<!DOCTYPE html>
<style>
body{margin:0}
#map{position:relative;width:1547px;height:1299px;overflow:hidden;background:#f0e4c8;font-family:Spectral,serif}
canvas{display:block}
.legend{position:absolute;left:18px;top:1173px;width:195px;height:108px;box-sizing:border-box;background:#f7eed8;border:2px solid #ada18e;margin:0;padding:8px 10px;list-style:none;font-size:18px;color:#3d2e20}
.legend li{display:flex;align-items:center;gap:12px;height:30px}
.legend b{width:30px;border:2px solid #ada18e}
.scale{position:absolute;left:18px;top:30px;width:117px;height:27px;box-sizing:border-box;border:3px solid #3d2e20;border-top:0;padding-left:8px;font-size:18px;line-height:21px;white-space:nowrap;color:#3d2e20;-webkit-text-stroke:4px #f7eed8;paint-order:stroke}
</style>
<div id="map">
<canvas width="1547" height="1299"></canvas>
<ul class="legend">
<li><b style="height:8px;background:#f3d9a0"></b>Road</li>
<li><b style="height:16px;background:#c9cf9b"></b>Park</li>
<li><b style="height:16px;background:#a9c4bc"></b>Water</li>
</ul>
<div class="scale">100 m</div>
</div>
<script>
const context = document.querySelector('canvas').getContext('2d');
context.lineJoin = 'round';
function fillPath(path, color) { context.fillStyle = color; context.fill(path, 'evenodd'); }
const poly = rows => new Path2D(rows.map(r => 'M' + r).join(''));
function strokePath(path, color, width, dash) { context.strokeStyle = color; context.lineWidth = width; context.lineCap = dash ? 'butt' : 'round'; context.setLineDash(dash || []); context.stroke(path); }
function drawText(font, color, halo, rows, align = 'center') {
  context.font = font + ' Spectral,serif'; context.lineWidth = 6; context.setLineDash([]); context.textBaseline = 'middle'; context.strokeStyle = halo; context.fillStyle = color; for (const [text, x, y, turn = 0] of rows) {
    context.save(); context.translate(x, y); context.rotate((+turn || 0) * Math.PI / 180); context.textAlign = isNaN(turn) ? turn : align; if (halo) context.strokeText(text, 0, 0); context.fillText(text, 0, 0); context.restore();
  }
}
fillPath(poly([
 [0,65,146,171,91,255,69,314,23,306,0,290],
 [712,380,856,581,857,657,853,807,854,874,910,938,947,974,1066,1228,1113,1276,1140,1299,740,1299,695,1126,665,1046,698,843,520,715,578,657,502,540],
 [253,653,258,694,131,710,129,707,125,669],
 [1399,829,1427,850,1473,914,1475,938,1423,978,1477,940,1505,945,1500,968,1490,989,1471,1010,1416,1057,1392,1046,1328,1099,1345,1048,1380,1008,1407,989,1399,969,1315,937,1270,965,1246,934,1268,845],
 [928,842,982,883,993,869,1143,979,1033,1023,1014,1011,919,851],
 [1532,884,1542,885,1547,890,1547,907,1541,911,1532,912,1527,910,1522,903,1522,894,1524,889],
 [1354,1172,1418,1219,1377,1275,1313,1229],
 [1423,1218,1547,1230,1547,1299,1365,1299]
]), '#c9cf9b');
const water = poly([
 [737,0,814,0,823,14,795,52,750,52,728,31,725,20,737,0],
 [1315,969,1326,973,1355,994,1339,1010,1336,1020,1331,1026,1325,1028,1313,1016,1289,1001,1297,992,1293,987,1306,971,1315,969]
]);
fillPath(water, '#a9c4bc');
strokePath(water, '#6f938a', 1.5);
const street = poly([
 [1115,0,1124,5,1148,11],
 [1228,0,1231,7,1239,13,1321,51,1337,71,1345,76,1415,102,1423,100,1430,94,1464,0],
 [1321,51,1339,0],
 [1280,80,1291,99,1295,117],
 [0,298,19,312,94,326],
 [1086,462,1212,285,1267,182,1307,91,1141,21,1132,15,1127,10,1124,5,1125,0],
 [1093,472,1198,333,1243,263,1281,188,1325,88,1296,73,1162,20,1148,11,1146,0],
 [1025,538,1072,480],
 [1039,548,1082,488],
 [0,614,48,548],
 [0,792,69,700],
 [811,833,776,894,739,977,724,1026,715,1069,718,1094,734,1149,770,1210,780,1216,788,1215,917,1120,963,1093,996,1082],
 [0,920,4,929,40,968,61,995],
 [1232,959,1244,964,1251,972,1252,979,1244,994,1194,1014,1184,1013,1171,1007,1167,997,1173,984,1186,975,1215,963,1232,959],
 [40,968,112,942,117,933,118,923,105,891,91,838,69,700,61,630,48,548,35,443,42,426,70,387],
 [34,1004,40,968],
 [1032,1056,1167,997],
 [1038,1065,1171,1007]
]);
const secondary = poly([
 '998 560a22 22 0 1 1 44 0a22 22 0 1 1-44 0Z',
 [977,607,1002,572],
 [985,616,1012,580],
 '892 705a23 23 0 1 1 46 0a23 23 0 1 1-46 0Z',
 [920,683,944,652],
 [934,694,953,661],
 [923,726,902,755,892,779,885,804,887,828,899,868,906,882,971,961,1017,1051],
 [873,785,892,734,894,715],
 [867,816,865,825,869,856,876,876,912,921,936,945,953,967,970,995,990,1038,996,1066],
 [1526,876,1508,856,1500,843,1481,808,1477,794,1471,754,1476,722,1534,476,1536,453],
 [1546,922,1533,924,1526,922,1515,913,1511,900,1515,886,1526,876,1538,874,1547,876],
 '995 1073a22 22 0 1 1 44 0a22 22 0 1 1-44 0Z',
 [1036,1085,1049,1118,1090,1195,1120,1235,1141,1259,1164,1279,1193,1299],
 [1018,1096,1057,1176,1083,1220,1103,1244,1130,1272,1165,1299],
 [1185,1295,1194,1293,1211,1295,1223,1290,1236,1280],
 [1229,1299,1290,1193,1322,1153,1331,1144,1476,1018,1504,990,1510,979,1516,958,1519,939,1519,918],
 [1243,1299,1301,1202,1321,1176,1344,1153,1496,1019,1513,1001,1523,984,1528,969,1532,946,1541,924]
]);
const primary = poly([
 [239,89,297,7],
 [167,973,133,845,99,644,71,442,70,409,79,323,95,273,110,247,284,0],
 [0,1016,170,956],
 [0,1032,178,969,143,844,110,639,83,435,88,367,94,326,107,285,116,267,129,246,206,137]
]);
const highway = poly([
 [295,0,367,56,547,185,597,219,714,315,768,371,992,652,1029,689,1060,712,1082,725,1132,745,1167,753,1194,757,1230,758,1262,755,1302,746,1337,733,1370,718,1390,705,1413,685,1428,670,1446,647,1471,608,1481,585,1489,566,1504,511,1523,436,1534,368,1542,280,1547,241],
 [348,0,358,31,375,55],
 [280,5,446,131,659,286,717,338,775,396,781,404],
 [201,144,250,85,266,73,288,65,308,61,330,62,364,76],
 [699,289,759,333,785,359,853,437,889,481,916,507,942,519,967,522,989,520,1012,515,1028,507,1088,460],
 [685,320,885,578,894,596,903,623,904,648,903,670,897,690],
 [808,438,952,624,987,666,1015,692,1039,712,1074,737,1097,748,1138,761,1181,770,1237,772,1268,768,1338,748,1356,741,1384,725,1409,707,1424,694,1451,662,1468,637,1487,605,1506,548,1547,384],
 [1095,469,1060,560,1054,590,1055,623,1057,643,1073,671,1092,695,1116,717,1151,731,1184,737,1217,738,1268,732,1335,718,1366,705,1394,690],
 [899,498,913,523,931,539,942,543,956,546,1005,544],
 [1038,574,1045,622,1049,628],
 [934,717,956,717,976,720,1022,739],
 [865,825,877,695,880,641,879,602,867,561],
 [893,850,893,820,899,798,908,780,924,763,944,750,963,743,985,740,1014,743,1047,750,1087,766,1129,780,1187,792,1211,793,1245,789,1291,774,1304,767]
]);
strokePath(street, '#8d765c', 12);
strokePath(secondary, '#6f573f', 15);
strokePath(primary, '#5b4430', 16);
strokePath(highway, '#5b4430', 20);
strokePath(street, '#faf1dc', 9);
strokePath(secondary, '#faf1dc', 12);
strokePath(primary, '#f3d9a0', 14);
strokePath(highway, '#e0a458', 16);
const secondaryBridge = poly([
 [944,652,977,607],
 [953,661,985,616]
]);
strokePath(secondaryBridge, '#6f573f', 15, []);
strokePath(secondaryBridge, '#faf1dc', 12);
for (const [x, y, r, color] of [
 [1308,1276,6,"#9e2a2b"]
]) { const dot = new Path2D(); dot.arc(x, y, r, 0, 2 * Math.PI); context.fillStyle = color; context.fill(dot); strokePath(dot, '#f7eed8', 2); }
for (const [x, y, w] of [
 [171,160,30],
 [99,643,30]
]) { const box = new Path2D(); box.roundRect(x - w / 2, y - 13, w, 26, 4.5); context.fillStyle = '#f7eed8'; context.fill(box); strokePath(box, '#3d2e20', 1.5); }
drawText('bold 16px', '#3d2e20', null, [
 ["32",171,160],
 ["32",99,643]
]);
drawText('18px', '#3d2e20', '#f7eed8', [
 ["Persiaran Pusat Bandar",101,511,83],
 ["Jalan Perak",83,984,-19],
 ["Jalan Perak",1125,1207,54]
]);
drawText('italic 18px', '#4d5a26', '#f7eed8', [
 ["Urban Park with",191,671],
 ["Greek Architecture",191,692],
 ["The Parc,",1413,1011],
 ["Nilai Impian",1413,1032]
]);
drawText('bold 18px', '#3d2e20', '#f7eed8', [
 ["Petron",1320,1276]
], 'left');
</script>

---

* _What needs to be done_: Tally the lines of the preceding listing in which the word "halo" appears; state nothing but the total.

* _Solution_: 3